Apache::Session::Counted - Session management via a File::CounterFile


 tie %s, 'Apache::Session::Counted', $sessionid, {
                                Directory => <root of directory tree>,
                                DirLevels => <number of dirlevels>,
                                CounterFile => <filename for File::CounterFile>,
                                AlwaysSave => <boolean>,
                                HostID => <string>,
                                HostURL => <callback>,
                                Timeout => <seconds>,


This session module is based on Apache::Session, but it persues a different notion of a session, so you probably have to adjust your expectations a little.

The dialog that is implemented within an HTTP based application is a nonlinear chain of events. The user can decide to use the back button at any time without informing the application about it. A proper session management must be prepared for this and must maintain the state of every single event. For handling the notion of a session and the notion of a registered user, the application has to differentiate carefully between global state of user data and a user's session related state. Some data may expire after a day, others may be regarded as unexpirable. This module is solely responsible for handling session related data. Saving unexpirable user related data must be handled by the calling application.

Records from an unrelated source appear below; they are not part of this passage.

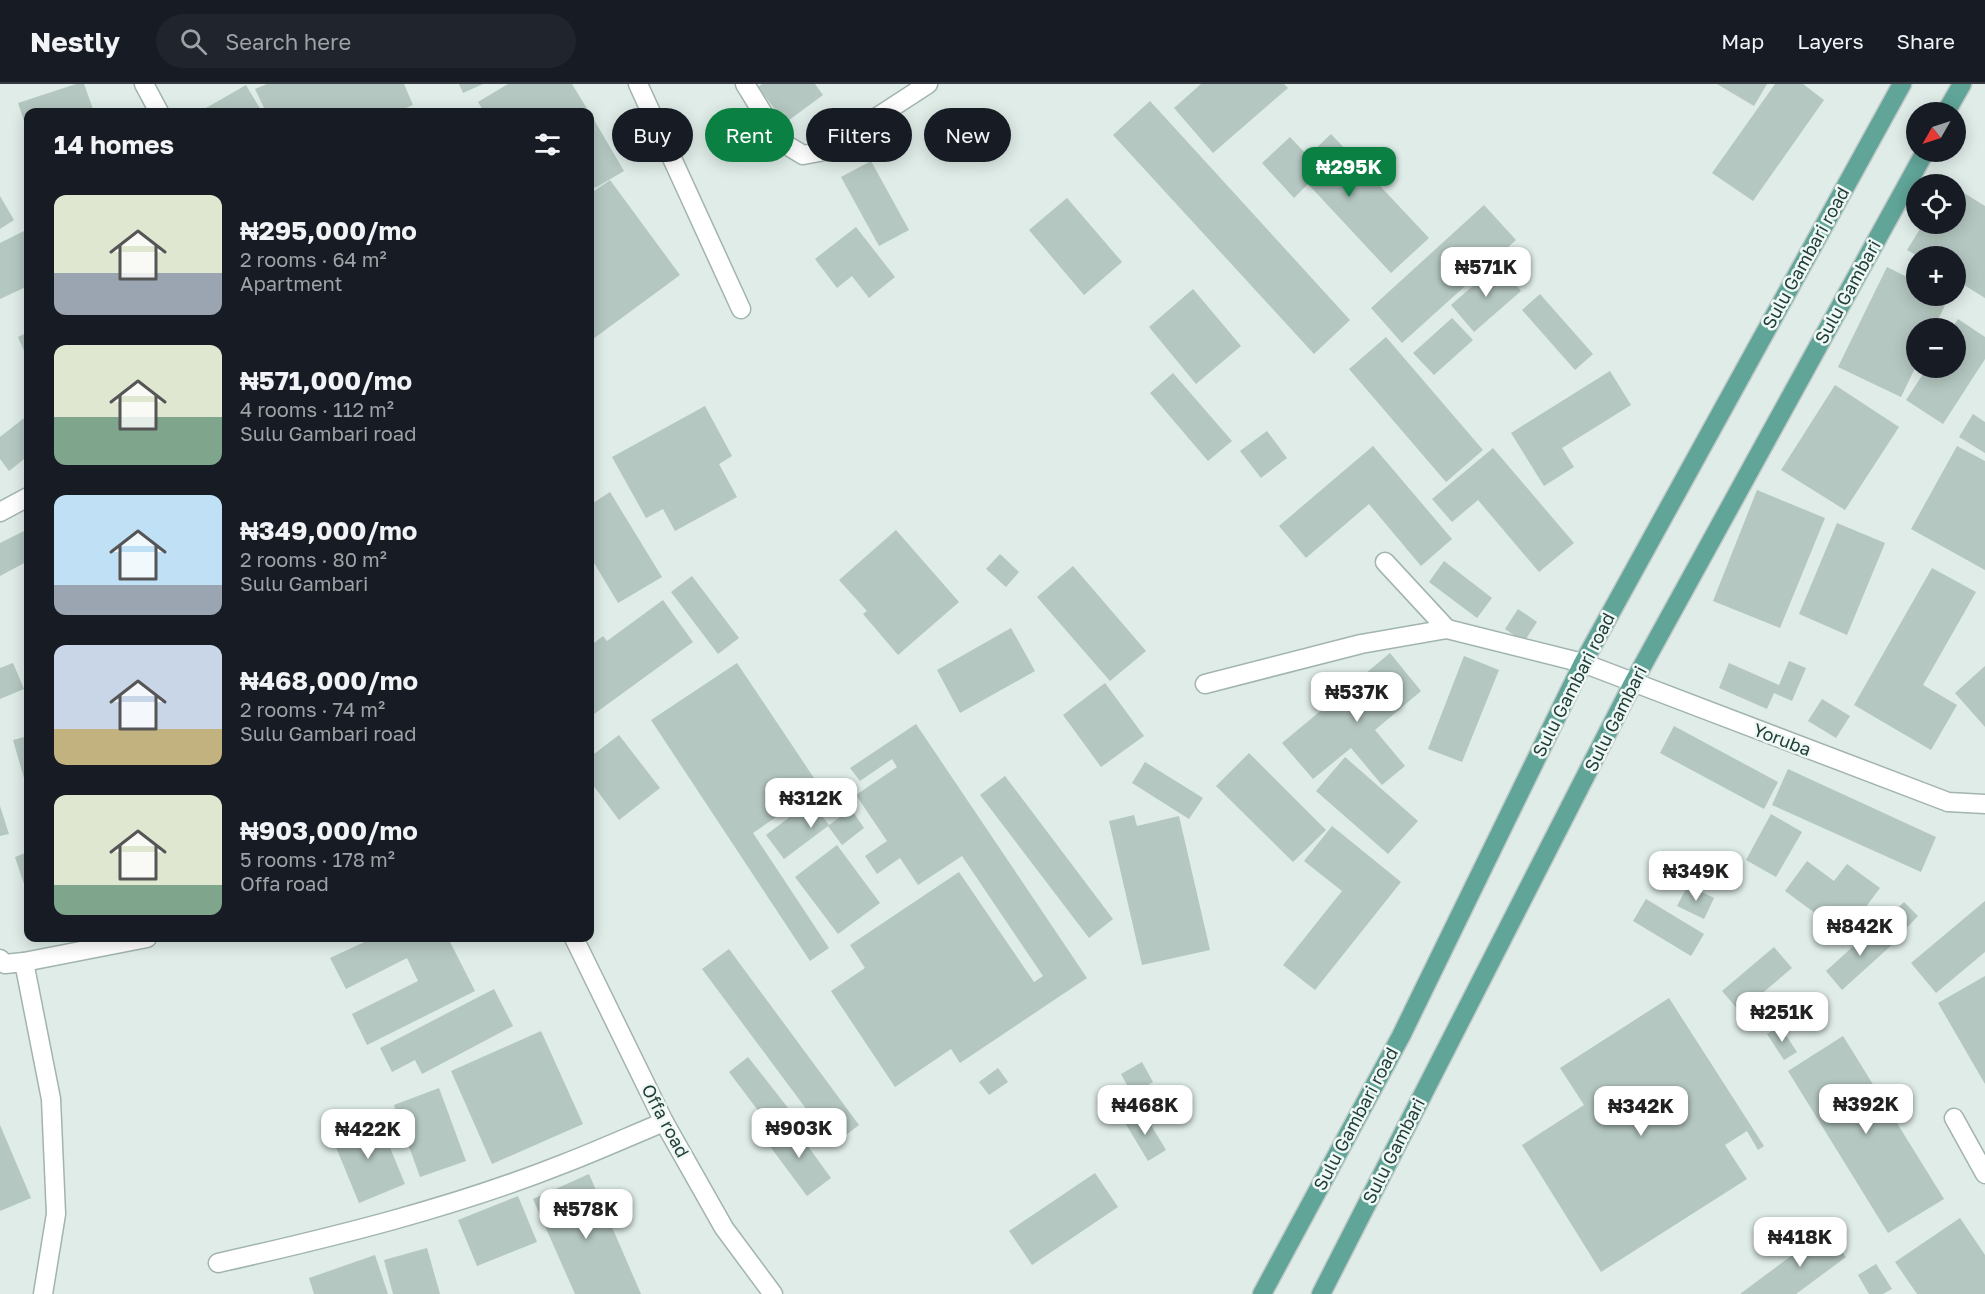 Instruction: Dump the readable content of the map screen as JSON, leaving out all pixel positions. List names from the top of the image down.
{
  "streets": {
    "main road": ["Sulu Gambari road", "Sulu Gambari"],
    "street": ["Yoruba", "Offa road"]
  },
  "crossings": [
    ["Sulu Gambari road", "Yoruba"],
    ["Sulu Gambari", "Yoruba"]
  ],
  "north": "bottom left",
  "page": {
    "header": "Nestly",
    "search": "Search here",
    "nav": ["Map", "Layers", "Share"],
    "map_buttons": ["+", "−"],
    "chip": [
      "Buy",
      "Rent",
      "Filters",
      "New"
    ],
    "heading": "14 homes",
    "price": [
      "₦295K",
      "₦571K",
      "₦537K",
      "₦312K",
      "₦349K",
      "₦842K",
      "₦251K",
      "₦392K",
      "₦468K",
      "₦342K",
      "₦903K",
      "₦422K",
      "₦578K",
      "₦418K"
    ],
    "list": [
      {
        "name": "₦295,000/mo",
        "note": "2 rooms · 64 m² · Apartment"
      },
      {
        "name": "₦571,000/mo",
        "note": "4 rooms · 112 m² · Sulu Gambari road"
      },
      {
        "name": "₦349,000/mo",
        "note": "2 rooms · 80 m² · Sulu Gambari"
      },
      {
        "name": "₦468,000/mo",
        "note": "2 rooms · 74 m² · Sulu Gambari road"
      },
      {
        "name": "₦903,000/mo",
        "note": "5 rooms · 178 m² · Offa road"
      }
    ]
  }
}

In Apache::Session::Counted, a session-ID only lasts from one request to the next at which point a new session-ID is computed by the File::CounterFile module. Thus what you have to treat differently than in Apache::Session are those parts that rely on the session-ID as a fixed token per user. Accordingly, there is no option to delete a session. The remove method is simply disabled as old session data will be overwritten as soon as the counter is reset to zero.

The usage of the module is via a tie as described in the synopsis. The arguments have the following meaning:

Directory, DirLevels

Works similar to filestore but as most file systems are slow on large directories, works in a tree of subdirectories.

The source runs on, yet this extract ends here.